An Accordion Story by HMC Ambassador Angelo Paul Ramunni

An Accordion Story by HMC Ambassador Angelo Paul Ramunni

The Long Way Home…. February 7, 2026
Having the position of being a museum curator and collector of accordions for the last 17 years, has connected me with numerous folks who have taken interesting paths in their pursuit of music and life. I try to pass these stories along to all of you in the hope that they will be a benefit to you and serve as a guide and reference point for success in your own musical journey. The following story is a serious one, but it has, I think, a happy ending.
I met Ted while in Catholic grammar school. He was a couple of years younger than me, but we had something in common…the accordion. We were taking lessons from the same teacher and even played for our classes and the nuns at school. We stayed in touch over the years with Ted moving on to playing the guitar and soon thereafter he found his true love in a set of drums. He was very good with those drums, so good that he found himself on stage with a band at Woodstock in 1969. They played for the crowd between the big-name singers and rock bands.
I lost touch with Ted somewhere along the way, but he suddenly surfaced some years ago when I started our accordion museum. His story, I’m afraid, is all too common. He bought into the 60’s hard rock lifestyle 100%. As he would say, “I did it all, from the early days in the1950’s of booze, butts and broads, into the 1960’s and beyond when we did whatever we wanted and whenever the urge hit us.”
But more recently, I was surprised to hear that he was back to playing his original accordion. And he also told me that he came back to his faith. Jesus Christ was now in his life. He had been with quite a few women over the years and never settled down with anyone in particular. But he told me about someone he had stayed with for a while and then very suddenly, she left him. He happened to meet her again sometime later. To his great shock and regret, she told him that she left him to have an abortion and that it was most probably his child. That stunned and hurt Ted enormously, and he fell into a time of deep depression.
He credits the accordion music as it was a great help to him in coming out of his depression. It not only brought him back to a more sensible and simpler time in his life, but he felt that the songs and the music itself had a palpable effect on his recovery. By making music again, he also noted that the process of recovery rested, to a certain extent, literally in his own hands. However, it was his desire to someday see his child that brought him to his knees before God.
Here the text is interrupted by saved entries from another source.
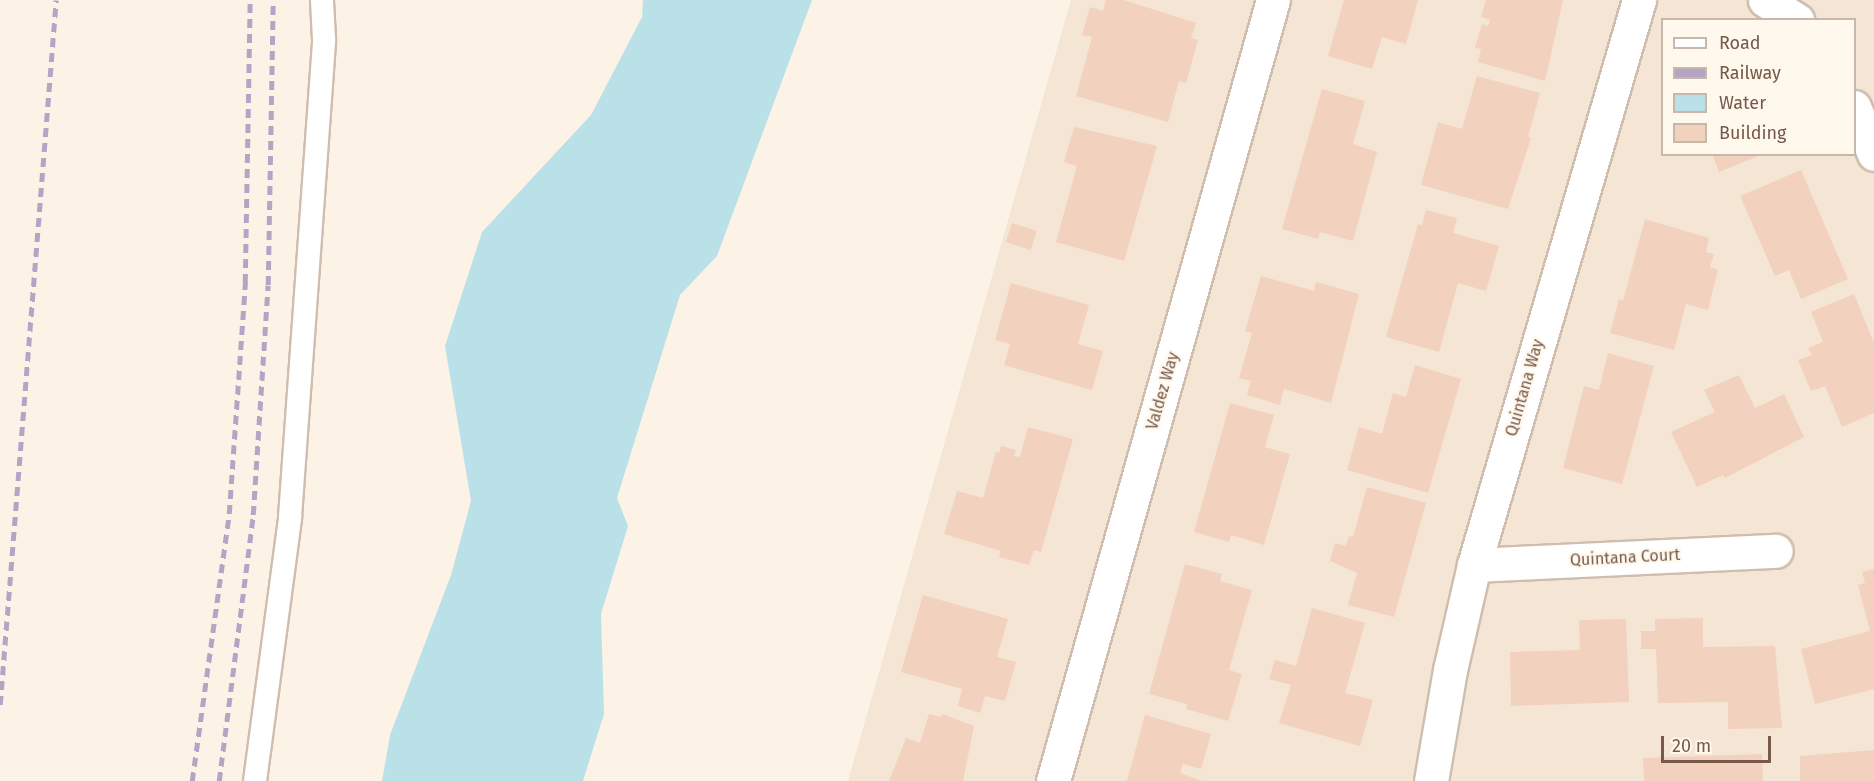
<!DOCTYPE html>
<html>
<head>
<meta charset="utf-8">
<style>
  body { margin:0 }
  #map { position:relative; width:1874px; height:781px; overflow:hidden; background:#fcf3e6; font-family:"Fira Sans",sans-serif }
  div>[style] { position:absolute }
  .residential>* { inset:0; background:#f4e5d4 }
  .water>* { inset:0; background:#bae1e7 }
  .building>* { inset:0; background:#f2d2be; transform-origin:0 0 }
  .roads { filter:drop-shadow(2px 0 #d0bdae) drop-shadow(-2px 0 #d0bdae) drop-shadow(0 2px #d0bdae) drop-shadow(0 -2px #d0bdae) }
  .service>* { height:22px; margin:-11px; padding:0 11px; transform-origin:11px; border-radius:11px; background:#fff }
  .minor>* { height:33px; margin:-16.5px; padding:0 16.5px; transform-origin:16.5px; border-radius:16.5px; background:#fff }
  .rail>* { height:4.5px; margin-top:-2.25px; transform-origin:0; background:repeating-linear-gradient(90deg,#b6a4c7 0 9px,transparent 0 15px) }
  span { translate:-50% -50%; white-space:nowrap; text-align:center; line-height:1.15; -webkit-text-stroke:4.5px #fff8ed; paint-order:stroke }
  .street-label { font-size:16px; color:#76594a }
  .legend { position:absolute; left:1661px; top:18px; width:195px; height:138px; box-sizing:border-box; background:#fff8ed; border:2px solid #c8b8ac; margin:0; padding:8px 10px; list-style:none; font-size:18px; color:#76594a }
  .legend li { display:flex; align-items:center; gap:12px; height:30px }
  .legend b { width:30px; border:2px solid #c8b8ac }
  .scale { position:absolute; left:1661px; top:736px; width:110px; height:27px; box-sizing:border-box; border:3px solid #76594a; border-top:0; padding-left:8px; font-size:18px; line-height:21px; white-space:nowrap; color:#76594a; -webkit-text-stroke:4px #fff8ed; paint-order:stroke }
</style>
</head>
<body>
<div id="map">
  <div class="residential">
    <div style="clip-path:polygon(evenodd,1071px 0,1874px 0,1874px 781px,848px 781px,1071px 0,1662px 20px,1854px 20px,1854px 154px,1662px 154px,1662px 20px)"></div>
  </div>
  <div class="water">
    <div style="clip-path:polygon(643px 0,812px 0,717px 256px,680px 295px,617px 498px,628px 526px,601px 614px,604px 714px,583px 781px,382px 781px,390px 735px,451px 575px,471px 501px,445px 346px,482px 232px,591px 115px,642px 17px)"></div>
  </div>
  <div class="building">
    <div style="clip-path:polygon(1106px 0,1124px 0,1196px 23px,1191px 38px,1198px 40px,1186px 83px,1179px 81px,1168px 122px,1076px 96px,1092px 37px,1082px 35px,1090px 7px,1103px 11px)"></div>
    <div style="clip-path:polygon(1344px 0,1418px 0,1406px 44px,1382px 37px,1372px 69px,1328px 56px)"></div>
    <div style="clip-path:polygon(1486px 0,1563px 0,1545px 81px,1478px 62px,1481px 49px,1475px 48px,1482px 24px,1488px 26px,1490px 20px,1481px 17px)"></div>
    <div style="clip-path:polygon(1477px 76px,1540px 93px,1528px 137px,1531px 138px,1508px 209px,1421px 185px,1438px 122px,1462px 129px)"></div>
    <div style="clip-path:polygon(1322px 89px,1365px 101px,1353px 144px,1377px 152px,1353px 241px,1320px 232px,1318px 239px,1282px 229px)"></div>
    <div style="clip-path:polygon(1074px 127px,1157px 146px,1124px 261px,1056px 242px,1077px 166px,1064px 162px)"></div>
    <div style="clip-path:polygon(1712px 154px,1761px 154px,1761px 155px,1719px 172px)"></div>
    <div style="clip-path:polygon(1801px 170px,1848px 279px,1801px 299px,1789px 270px,1775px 276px,1740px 196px)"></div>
    <div style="clip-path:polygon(1426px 210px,1457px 218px,1453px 233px,1499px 246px,1486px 291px,1458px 283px,1439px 352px,1386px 337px,1418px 224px,1422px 225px)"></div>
    <div style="clip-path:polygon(1645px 219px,1709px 238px,1706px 252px,1714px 254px,1710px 267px,1718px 270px,1708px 310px,1686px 304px,1674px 350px,1610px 333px,1619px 299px,1623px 301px)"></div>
    <div style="left:1012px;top:223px;width:26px;height:20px;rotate:18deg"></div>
    <div style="clip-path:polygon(1261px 276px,1314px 291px,1316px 282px,1359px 294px,1331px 403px,1284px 389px,1280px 405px,1247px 395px,1251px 381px,1239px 378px,1252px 333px,1245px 331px)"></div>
    <div style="clip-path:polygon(1011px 283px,1089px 305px,1078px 344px,1103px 351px,1092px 390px,1004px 365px,1010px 344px,995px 340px)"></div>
    <div style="clip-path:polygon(1854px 294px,1874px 343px,1874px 413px,1842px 427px,1825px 386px,1811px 391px,1798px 360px,1812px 355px,1808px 348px,1823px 342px,1811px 312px)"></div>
    <div style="clip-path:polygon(1608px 353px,1654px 366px,1622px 484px,1563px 468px,1584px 386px,1599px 390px)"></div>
    <div style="clip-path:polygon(1415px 365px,1461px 379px,1428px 493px,1347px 470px,1359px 427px,1382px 434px,1393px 393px,1406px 397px)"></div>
    <div style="clip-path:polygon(1739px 375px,1755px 408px,1784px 394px,1804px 437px,1725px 478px,1723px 475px,1697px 487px,1671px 432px,1715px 412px,1704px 390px)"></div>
    <div style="clip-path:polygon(1230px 403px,1274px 415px,1265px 447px,1290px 454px,1264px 545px,1231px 535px,1229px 542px,1194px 532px)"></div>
    <div style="clip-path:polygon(1028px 427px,1073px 439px,1041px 552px,1034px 550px,1029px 565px,999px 557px,1001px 551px,944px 534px,957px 491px,983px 498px,996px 452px,999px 453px,1001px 446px,1016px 450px,1014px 456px,1020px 457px)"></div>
    <div style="clip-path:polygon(1367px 487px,1426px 503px,1394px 617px,1348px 605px,1357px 573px,1330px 561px,1335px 543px,1346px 546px,1349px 536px,1353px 537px)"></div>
    <div style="clip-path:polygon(1185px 564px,1222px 574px,1220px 581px,1252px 590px,1229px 670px,1242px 674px,1228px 721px,1186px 709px,1187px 704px,1149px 694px)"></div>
    <div style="clip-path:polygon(1874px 569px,1874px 689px,1815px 704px,1801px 649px,1870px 631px,1858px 585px,1865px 583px,1862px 572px)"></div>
    <div style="clip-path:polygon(923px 595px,1008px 619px,997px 657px,1016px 662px,1005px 701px,985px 696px,980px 713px,958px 706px,962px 689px,901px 672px)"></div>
    <div style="clip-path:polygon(1312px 608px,1365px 623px,1345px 693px,1373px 700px,1360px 746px,1279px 723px,1291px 685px,1269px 679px,1275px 660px,1296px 666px)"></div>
    <div style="clip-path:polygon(1703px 618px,1703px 647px,1775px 646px,1782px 728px,1728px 729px,1728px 702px,1658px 703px,1656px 649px,1641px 649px,1641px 631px,1655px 631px,1655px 619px)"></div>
    <div style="clip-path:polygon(1626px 619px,1629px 702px,1511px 706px,1510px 652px,1580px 650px,1579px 620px)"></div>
    <div style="clip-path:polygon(929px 714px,941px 717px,942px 714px,974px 726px,963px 781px,889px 781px,906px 738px,920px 743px)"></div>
    <div style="clip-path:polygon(1145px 715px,1211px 734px,1201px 769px,1183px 764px,1180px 773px,1202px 781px,1127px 781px)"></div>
    <div style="clip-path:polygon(1874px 750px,1874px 781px,1800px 781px,1800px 756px)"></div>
    <div style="clip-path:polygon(1762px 754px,1763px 781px,1644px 781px,1643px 758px)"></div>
  </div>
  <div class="roads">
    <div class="service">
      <div style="left:255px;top:781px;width:266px;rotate:-82.4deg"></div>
      <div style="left:290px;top:517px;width:479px;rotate:-85.9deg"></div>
      <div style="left:324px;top:39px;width:39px;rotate:-93deg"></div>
    </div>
    <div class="minor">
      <div style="left:1765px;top:0;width:38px;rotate:32deg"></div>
      <div style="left:1854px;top:107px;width:51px;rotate:66.9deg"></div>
      <div style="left:1474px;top:565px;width:302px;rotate:-2.7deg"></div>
      <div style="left:1053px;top:781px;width:811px;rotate:-74.27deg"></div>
      <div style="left:1431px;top:781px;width:113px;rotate:-80.3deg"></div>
      <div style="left:1450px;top:670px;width:108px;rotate:-77.1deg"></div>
      <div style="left:1474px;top:565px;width:589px;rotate:-73.72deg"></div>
    </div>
  </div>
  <div class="rail">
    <div style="left:0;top:705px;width:707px;rotate:-85.46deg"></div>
    <div style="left:192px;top:781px;width:270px;rotate:-82.1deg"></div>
    <div style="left:229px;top:514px;width:232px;rotate:-86deg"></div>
    <div style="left:245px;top:283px;width:283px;rotate:-89deg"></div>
    <div style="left:219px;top:781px;width:268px;rotate:-82.7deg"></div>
    <div style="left:253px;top:515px;width:230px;rotate:-86.3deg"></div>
    <div style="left:268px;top:285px;width:285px;rotate:-89deg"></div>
  </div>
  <div class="street-label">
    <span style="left:1525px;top:388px;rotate:-74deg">Quintana Way</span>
    <span style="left:1163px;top:391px;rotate:-74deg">Valdez Way</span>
    <span style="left:1625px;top:558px;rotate:-3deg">Quintana Court</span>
  </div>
  <ul class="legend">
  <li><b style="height:8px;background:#fff"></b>Road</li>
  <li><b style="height:8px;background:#b6a4c7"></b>Railway</li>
  <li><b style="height:16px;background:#bae1e7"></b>Water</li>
  <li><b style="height:16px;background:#f2d2be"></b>Building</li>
  </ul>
  <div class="scale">20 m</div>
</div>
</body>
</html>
Ted’s gone now. But he sent me a few short messages before he passed, and he referenced Matthew chapter 25 in the Bible. He felt strongly that this piece of Scripture is the true roadmap for getting home. I think he was right, and I would like to think he made it home.
If you look at the actual words of Christ in Matthew chapter 25, you’ll see that it is Jesus’ final teaching to us before His death and resurrection. He is preparing His disciples for the long stretch of history before His return.
The more I talk to people like Ted about their experiences with the accordion, the more I believe there is something extremely unusual, beneficial and other worldly about its sound.
Walter S Landor, the English poet, once wrote: “Music is God’s gift to man, the only art of Heaven given to earth, the only art of earth we take to Heaven.”
It may have been the long way home, but I’m very certain Ted made it.
Paul Ramunni
New England Accordion Connection & Museum Co.